“Sorry I’m a few minutes late,” I said as I sat across from him.
“I’m sorry if I pushed things by asking for this meeting sooner rather than later. I just couldn’t wait any longer.”
“It’s probably better that you pushed it, because I don’t think I’ll ever be ready.”
He nodded. “I know.” He pointed toward the counter and stood. “Let me get your usual.”
My stomach growled as he walked to the register, not from hunger but from nerves.
He returned and handed me my drink. “Here you go. One pump, just how you like it.”
I looked down at his name in black marker on the side of the cup, then back up at him.
When our eyes locked, he grinned slightly. My instinct was to smile back, but I wouldn’t let myself.
“Thank you for the coffee.”
“Of course.”
Deacon’s demeanor was a bit different from the last time I’d seen him right after he returned. His eye contact was more direct; he seemed determined to get through to me today.
He cleared his throat. “I know we don’t have an infinite amount of time, so I’m just gonna start.”
Staying silent, I took a sip of my drink.
“First off, I’ll never be able to apologize enough for the way I freaked out after our accident. Leaving the way I did was not the answer. It felt like I was doing you a favor at the time, but I see things much differently now.” He let out a long exhale. “The accident… It brought back some difficult memories for me, and I didn’t handle it well.” He shut his eyes. “There was something I hadn’t told you, and that omission was part of why my reaction probably didn’t make sense to you.”
My heart sank. I’d always suspected there was something he hadn’t said.
He took a deep breath. “When the accident happened back in college, my girlfriend at the time, Becca, was injured, too. She was ultimately okay—I told you that before. But…I didn’t tell you she was pregnant.” He swallowed.
I felt my eyes widen.
“She was four months along, and the impact of the crash was too much. She lost the baby.”
Sadness rushed through my body. “I’m sorry. So sorry, Deacon.”

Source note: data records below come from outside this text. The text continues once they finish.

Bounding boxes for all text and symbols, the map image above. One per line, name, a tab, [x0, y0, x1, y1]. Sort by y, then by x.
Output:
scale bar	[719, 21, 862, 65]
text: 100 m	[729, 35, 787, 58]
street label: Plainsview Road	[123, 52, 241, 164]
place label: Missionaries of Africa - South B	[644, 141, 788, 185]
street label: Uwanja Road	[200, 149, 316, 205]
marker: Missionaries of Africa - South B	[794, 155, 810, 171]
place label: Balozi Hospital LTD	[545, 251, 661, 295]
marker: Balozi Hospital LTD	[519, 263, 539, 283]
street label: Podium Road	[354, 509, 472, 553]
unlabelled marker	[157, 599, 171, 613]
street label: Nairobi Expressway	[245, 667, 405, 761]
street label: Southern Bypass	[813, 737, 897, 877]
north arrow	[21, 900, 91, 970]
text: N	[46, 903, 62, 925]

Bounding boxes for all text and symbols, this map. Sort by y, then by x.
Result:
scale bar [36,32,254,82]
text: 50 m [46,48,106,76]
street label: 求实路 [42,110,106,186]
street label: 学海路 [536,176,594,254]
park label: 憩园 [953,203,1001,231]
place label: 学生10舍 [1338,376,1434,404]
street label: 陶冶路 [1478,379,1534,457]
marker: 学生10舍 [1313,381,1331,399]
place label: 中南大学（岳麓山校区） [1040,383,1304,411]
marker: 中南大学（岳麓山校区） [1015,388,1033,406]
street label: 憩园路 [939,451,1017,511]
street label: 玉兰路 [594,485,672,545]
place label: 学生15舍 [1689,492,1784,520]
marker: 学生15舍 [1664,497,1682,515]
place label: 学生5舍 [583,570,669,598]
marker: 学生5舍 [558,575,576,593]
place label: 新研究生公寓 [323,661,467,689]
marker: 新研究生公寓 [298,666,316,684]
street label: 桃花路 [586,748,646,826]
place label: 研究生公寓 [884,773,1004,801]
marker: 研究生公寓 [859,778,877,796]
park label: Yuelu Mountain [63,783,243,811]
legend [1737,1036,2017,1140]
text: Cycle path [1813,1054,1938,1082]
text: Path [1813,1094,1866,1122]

He nodded and stared down at his cup. “So while the loss of my football career was devastating, it was compounded by knowing I hadn’t been able to stop the accident that killed my unborn child. It was so much more than football. And I’m sorry for never telling you that part. I was very ashamed.”
I reached across the table for his hand. He looped his fingers with mine.
“After the accident—understandably—Becca became depressed. Between that and my own depression, our relationship couldn’t survive. We were so young to begin with.” He squeezed my hand. “Anyway, we broke up, and soon after, I moved away to go to college out of state. And that was it.”
He would’ve had a child around ten years old now. I let go of his hand. Touching him felt too intense at the moment.
Deacon ran his fingers through his hair. “I ran away from everything back then, Carys. I hadn’t dealt with any of it until recently. It wasn’t until I met you that I started allowing myself to even reflect on those days.” He began to shred a napkin. “But then our accident, coming home from the farm…” He shut his eyes tightly for a moment. “It threw me back to that place I’d been a decade ago. I couldn’t protect the two people I cared about most in this world—it scared the fuck out of me. And I panicked, overcome by the fear that I was destined to hurt the people I love.”
I looked away. “Well, that certainly explains things a little more, but I don’t understand why you couldn’t have told me this then, why we couldn’t have worked it out together.”
He nodded silently. “I don’t fully have the answer to why I reacted the way I did, why I couldn’t sit down and tell you the story like I am now. I felt ashamed and a little shell-shocked, and I think running is my pattern. That’s how I handled the first accident, and my impulse was to do the same again. I know that was terrible, but I’ve realized that all this time, I hadn’t dealt with anything that happened back in college. I’d only buried it. It took being back in Minnesota, facing the people I believed I’d disappointed so badly, to start that process. Unfortunately, I also hurt and disappointed you.”
“What happened in Minnesota?”
“A lot happened. I don’t have to tell you about it all now, but—”
“Tell me,” I interrupted. “We’re here now. Tell me everything.”
Deacon went on to recount his father’s cancer diagnosis and how he’d connected again with his dad and his entire family. But I was most surprised by what he saved for last.